Observation: The best F1 score comes at Max_depth of 7 for the Random Forest(0.5727590221187427).

In [None]:
# Finding the best depth for the Decision Tree model

for depth in range(1, 10):
        model_dt = DecisionTreeClassifier(random_state=12345, class_weight = 'balanced', max_depth = depth)

        model_dt.fit(features_train, target_train) 

        dt_pred = model_dt.predict(features_valid) 

        print("max_depth =", depth, ": ", end='')
        print(f1_score(target_valid, dt_pred))
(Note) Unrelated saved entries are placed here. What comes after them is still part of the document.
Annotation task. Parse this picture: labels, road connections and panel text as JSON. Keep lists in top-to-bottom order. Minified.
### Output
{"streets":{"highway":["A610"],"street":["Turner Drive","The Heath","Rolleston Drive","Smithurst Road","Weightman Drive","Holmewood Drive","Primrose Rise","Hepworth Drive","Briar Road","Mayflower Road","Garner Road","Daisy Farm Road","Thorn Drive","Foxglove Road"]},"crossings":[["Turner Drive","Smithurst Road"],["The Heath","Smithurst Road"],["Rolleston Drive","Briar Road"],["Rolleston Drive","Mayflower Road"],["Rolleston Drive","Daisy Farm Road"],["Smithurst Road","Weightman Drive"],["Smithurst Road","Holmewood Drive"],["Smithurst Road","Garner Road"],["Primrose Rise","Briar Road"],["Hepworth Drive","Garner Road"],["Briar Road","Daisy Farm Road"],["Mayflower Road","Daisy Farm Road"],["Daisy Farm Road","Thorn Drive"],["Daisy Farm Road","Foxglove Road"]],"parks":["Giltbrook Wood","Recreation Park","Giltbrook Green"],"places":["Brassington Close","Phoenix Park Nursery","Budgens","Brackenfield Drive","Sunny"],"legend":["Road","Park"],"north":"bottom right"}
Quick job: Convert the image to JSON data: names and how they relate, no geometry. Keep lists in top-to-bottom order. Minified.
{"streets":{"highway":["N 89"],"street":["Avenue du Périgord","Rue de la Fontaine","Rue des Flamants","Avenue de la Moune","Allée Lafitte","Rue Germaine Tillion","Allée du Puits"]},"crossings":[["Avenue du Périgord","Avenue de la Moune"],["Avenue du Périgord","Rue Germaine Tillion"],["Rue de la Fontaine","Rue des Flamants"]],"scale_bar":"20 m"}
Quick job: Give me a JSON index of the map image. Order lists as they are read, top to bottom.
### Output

max_depth = 1 : 0.48893572181243417
max_depth = 2 : 0.51340206185567
max_depth = 3 : 0.5285868392664509
max_depth = 4 : 0.5337026777469991
max_depth = 5 : 0.5661538461538461
max_depth = 6 : 0.5454545454545453
max_depth = 7 : 0.5550239234449761
max_depth = 8 : 0.5372549019607843
max_depth = 9 : 0.5441176470588236


Observation: The best F1 score comes at Max_depth of 5 for the Decision Tree (0.5661538461538461)

In [None]:
# Finding the best n_estimator for the Random Forest model

for n_est in range(11, 20):
        model_rf = RandomForestClassifier(random_state=12345, n_estimators=n_est, class_weight = 'balanced',max_depth = 7)

        model_rf.fit(features_train, target_train) 

        rf_pred = model_rf.predict(features_valid) 

        print("n_estimator =", n_est, ": ", end='')
        print(f1_score(target_valid, rf_pred))

n_estimator = 11 : 0.6037735849056604
n_estimator = 12 : 0.6068476977567886
n_estimator = 13 : 0.6173708920187794
n_estimator = 14 : 0.6093023255813954
n_estimator = 15 : 0.6186046511627907
n_estimator = 16 : 0.6119577960140681
n_estimator = 17 : 0.6102088167053364
n_estimator = 18 : 0.6157407407407408
n_estimator = 19 : 0.610011641443539


Best n_estimator is 15 which gives F1 score of 0.6186046511627907

In [None]:
# Recreating the models with the improved parameters
model_lr = LogisticRegression(random_state=12345, class_weight='balanced', solver='liblinear')
model_rf = RandomForestClassifier(random_state=12345, n_estimators=15, class_weight = 'balanced', max_depth = 7)
model_dt = DecisionTreeClassifier(random_state=12345, class_weight = 'balanced', max_depth = 5)

In [None]:
# Retraining the models
model_lr.fit(features_train, target_train)
model_rf.fit(features_train, target_train)
model_dt.fit(features_train, target_train)

DecisionTreeClassifier(ccp_alpha=0.0, class_weight='balanced', criterion='gini',
                       max_depth=5, max_features=None, max_leaf_nodes=None,
                       min_impurity_decrease=0.0, min_impurity_split=None,
                       min_samples_leaf=1, min_samples_split=2,
                       min_weight_fraction_leaf=0.0, presort='deprecated',
                       random_state=12345, splitter='best')

Testing the models

In [None]:
# Splitting the test dataset to features and target

test_features = new_df_test.drop('Exited', axis = 1)
test_target = new_df_test['Exited']

In [None]:
# Making predictions with the three trained models

lr_pred = model_lr.predict(test_features)
rf_pred = model_rf.predict(test_features)
dt_pred = model_dt.predict(test_features)

In [None]:
# Evaluating the F1 Score for each model on the test dataset

print('Logistic Regression F1 score: ', f1_score(test_target, lr_pred))
print("Random Forest F1 score: ", f1_score(test_target, rf_pred))
print("Decision Tree F1 score: ",f1_score(test_target, dt_pred))

Logistic Regression F1 score:  0.5152091254752852
Random Forest F1 score:  0.6186046511627907
Decision Tree F1 score:  0.5661538461538461


Findings: The best model is the Random Forest with F1 score of 0.6186046511627907.